DATASET EXTRACT:
* * * * *
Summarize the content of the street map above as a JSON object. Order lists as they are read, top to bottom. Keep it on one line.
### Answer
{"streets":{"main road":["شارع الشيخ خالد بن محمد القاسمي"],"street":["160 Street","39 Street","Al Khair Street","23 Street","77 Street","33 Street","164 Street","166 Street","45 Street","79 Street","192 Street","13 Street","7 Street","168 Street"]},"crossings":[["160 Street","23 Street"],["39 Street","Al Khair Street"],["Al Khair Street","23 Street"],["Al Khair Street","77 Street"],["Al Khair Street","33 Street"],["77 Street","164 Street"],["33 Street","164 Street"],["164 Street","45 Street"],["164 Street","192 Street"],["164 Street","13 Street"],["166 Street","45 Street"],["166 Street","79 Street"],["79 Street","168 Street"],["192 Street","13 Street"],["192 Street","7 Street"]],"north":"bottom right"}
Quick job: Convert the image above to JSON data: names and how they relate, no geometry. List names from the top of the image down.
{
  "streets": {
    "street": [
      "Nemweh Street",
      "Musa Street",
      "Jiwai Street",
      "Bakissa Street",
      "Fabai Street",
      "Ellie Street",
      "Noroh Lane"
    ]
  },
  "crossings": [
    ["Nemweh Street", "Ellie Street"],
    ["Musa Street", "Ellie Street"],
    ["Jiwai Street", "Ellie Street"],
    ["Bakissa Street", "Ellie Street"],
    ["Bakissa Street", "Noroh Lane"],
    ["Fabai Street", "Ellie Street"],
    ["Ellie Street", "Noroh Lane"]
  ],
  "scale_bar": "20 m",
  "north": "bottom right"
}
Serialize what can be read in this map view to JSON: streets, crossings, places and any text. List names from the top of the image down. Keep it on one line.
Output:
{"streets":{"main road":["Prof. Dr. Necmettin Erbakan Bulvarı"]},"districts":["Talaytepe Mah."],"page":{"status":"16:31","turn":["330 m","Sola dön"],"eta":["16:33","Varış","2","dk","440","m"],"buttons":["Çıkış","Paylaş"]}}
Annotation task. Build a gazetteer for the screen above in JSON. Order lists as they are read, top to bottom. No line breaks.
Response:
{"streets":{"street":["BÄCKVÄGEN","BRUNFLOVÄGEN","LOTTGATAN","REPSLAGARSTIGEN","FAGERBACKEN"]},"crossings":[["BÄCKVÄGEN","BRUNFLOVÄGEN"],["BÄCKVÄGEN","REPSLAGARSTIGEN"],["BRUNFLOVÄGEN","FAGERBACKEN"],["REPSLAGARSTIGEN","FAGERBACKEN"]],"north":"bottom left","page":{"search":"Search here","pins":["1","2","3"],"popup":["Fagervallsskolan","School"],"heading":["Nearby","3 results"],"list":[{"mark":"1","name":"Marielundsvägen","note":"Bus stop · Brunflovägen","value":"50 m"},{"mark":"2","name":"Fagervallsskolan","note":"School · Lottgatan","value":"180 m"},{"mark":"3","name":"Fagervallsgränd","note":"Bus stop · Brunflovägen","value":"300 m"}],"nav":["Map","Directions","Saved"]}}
* * * * *
Show every line in the listing above that carries the word "Keep".

Summarize the content of the street map above as a JSON object. Order lists as they are read, top to bottom. Keep it on one line.
Serialize what can be read in this map view to JSON: streets, crossings, places and any text. List names from the top of the image down. Keep it on one line.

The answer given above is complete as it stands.